Miller Thomson

Personal information
- Date of birth: 20 July 2004 (age 22)
- Place of birth: Kirkcaldy, Fife, Scotland
- Positions: Right back; right winger;

Team information
- Current team: Dundee United
- Number: 29

Youth career
- -2015: East Fife
- 2015-2021: Dundee United

Senior career*
- Years: Team / Apps / (Gls)
- 2021–: Dundee United / 24 / (1)
- 2023–2024: → Montrose (loan) / 12 / (3)
- 2025: → Falkirk (loan) / 9 / (0)
- 2025–2026: → Ross County (loan) / 6 / (1)

International career^{‡}
- 2024–: Scotland U21 / 1 / (0)

= Miller Thomson (footballer) =

Scottish footballer

Miller Thomson (born 20 July 2004) is a Scottish professional footballer who plays as a midfielder for club Dundee United. He made his senior debut in 2022, aged 17.

== Club career ==
Miller Thomson joined the Dundee United Academy at the age of 11 from local club East Fife and graduated through the Scottish Football Association Performance School at St John's Roman Catholic High School in Dundee. In February 2022 he extended his contract with Dundee United until 2024 after good performances for the under-18 team and having been included in the first team squad.
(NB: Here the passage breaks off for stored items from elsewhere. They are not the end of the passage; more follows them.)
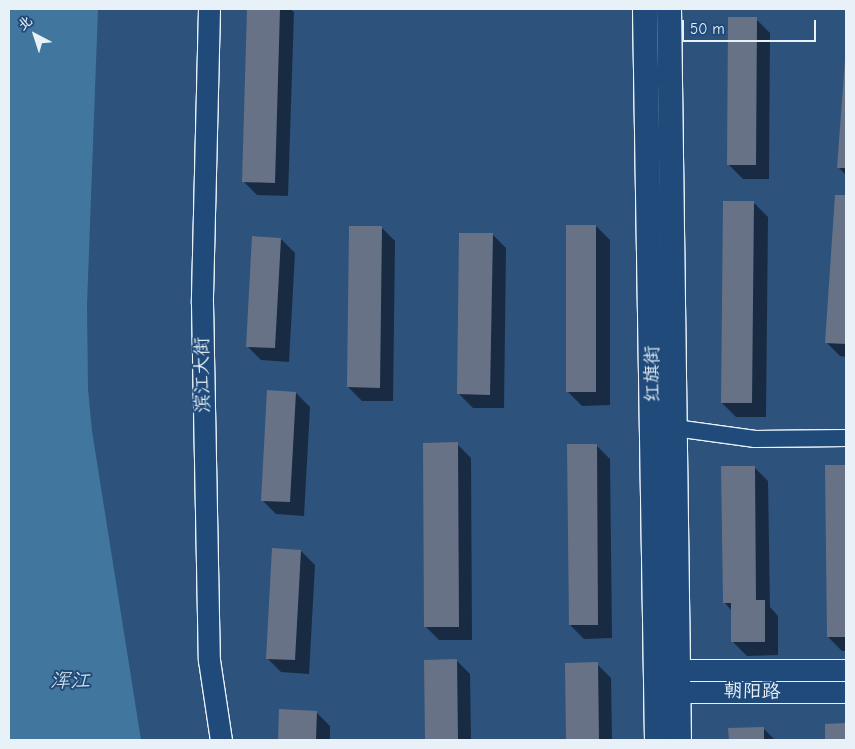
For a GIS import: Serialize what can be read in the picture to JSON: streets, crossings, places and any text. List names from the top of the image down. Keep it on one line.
{"streets":{"main road":["红旗街"],"street":["滨江大街","朝阳路"]},"crossings":[["红旗街","朝阳路"]],"water":["浑江"],"scale_bar":"50 m","north":"top left"}
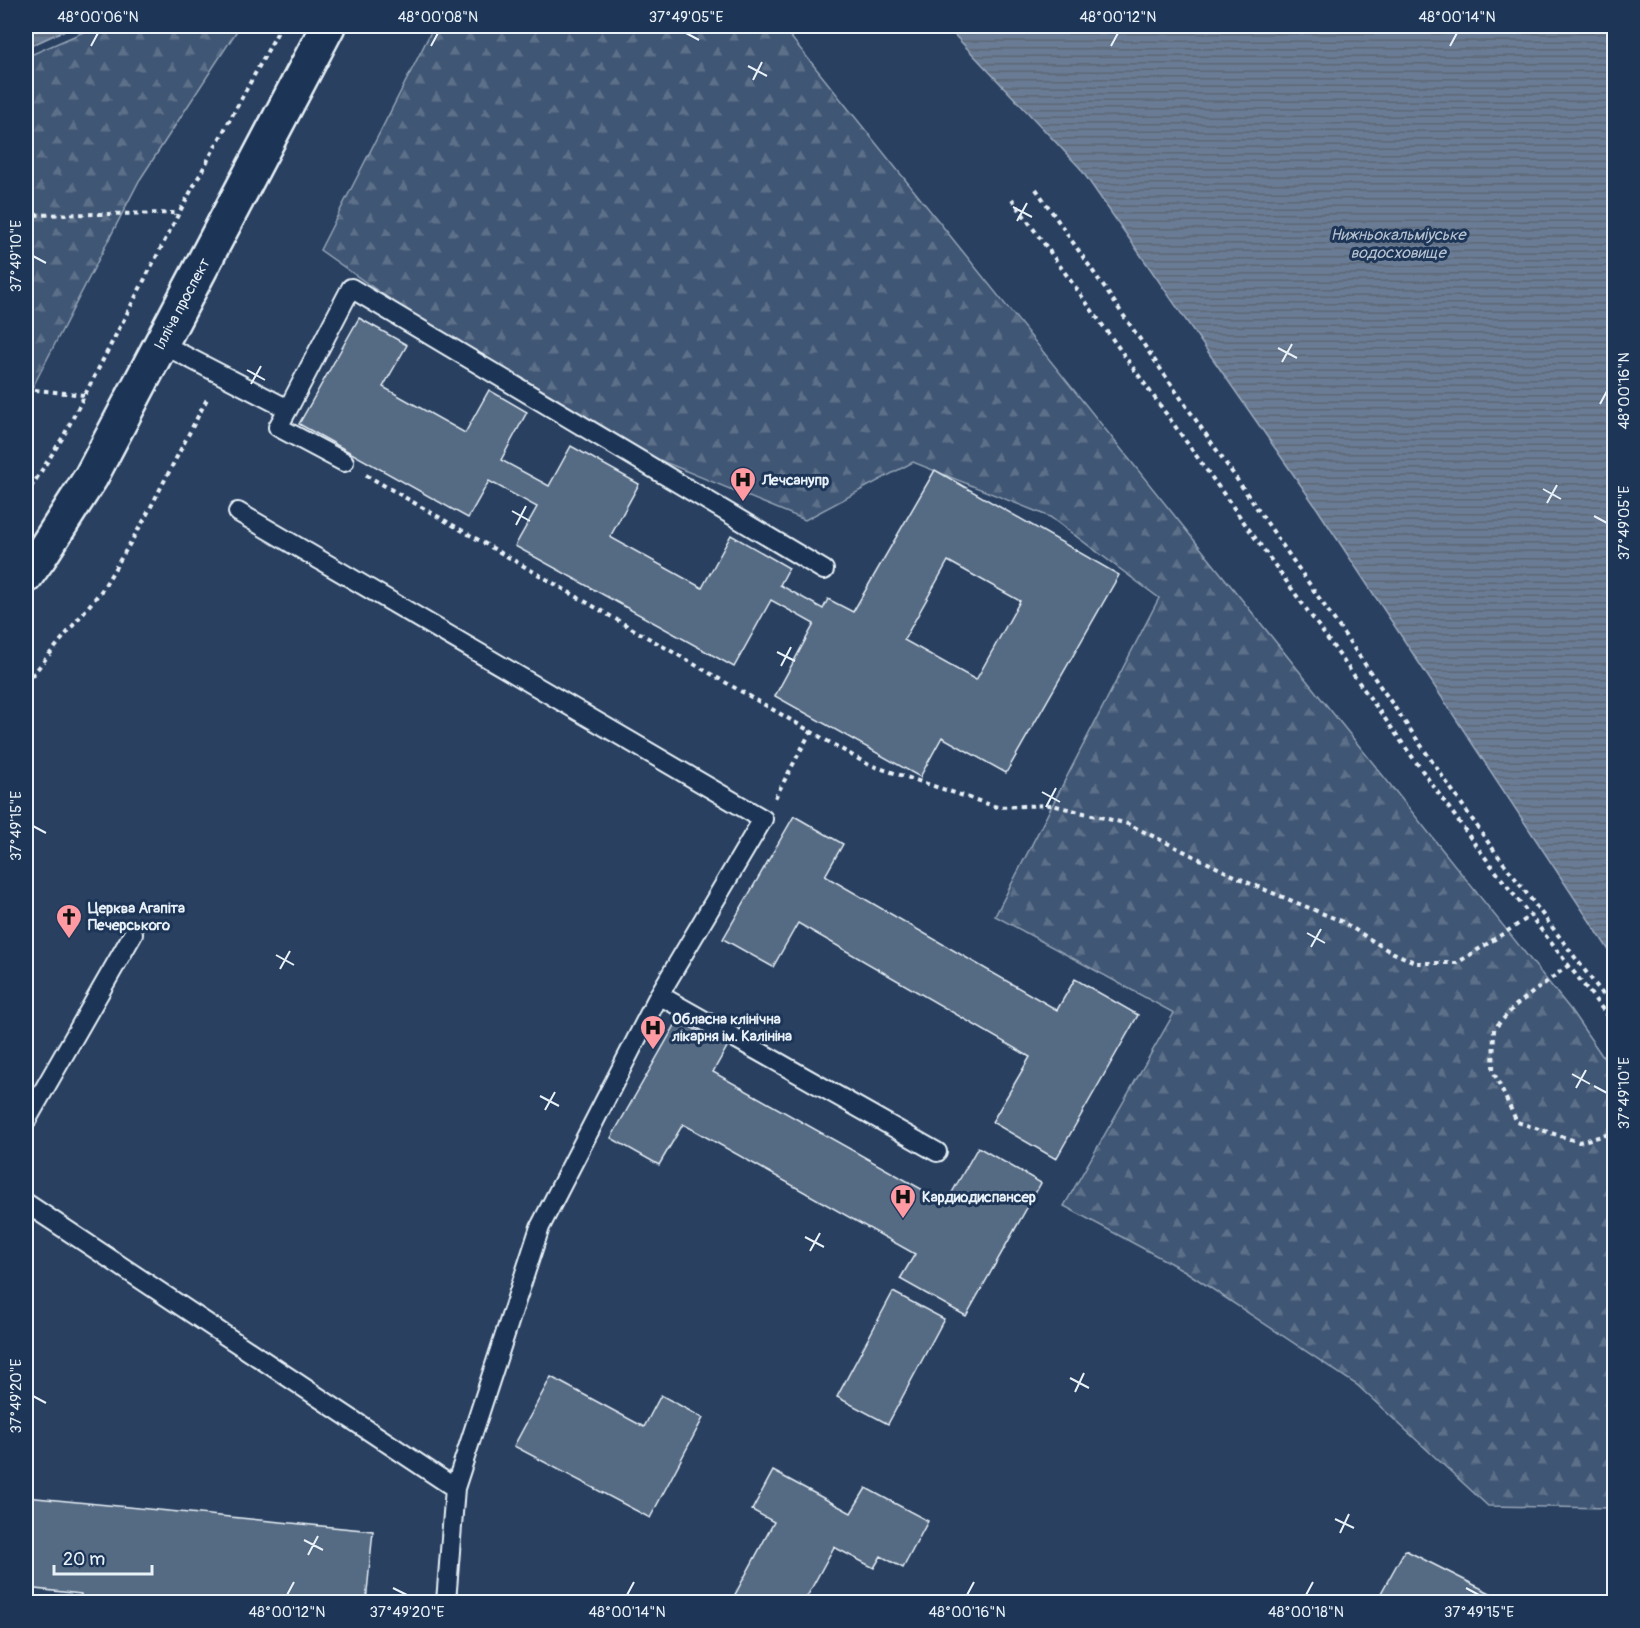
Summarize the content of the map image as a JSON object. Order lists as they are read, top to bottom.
{
  "streets": {
    "main road": ["Ілліча проспект"]
  },
  "water": ["Нижньокальміуське водосховище"],
  "places": {
    "hospital": ["Лечсанупр", "Обласна клінічна лікарня ім. Калініна", "Кардиодиспансер"],
    "church": ["Церква Агапіта Печерського"]
  },
  "scale_bar": "20 m",
  "coordinates": [
    "48°00'06\"N",
    "48°00'08\"N",
    "37°49'05\"E",
    "48°00'12\"N",
    "48°00'14\"N",
    "37°49'10\"E",
    "48°00'16\"N",
    "37°49'15\"E",
    "37°49'20\"E",
    "48°00'18\"N"
  ]
}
He made his first team debut aged 17, as a substitute in a 3–0 Scottish Cup defeat against Celtic on 14 March 2022. In United's next match, away to St Mirren in the Scottish Premiership, Thomson made his first starting appearance, but was substituted at half time.

In August 2023, Thomson joined Scottish League One club Montrose on loan until January 2024.

In August 2024 Thomson scored his first goal for United in a 2-2 draw with city rivals Dundee at Tannadice.

On 3 February 2025, Thomson joined Scottish Championship club Falkirk on loan until the end of the season.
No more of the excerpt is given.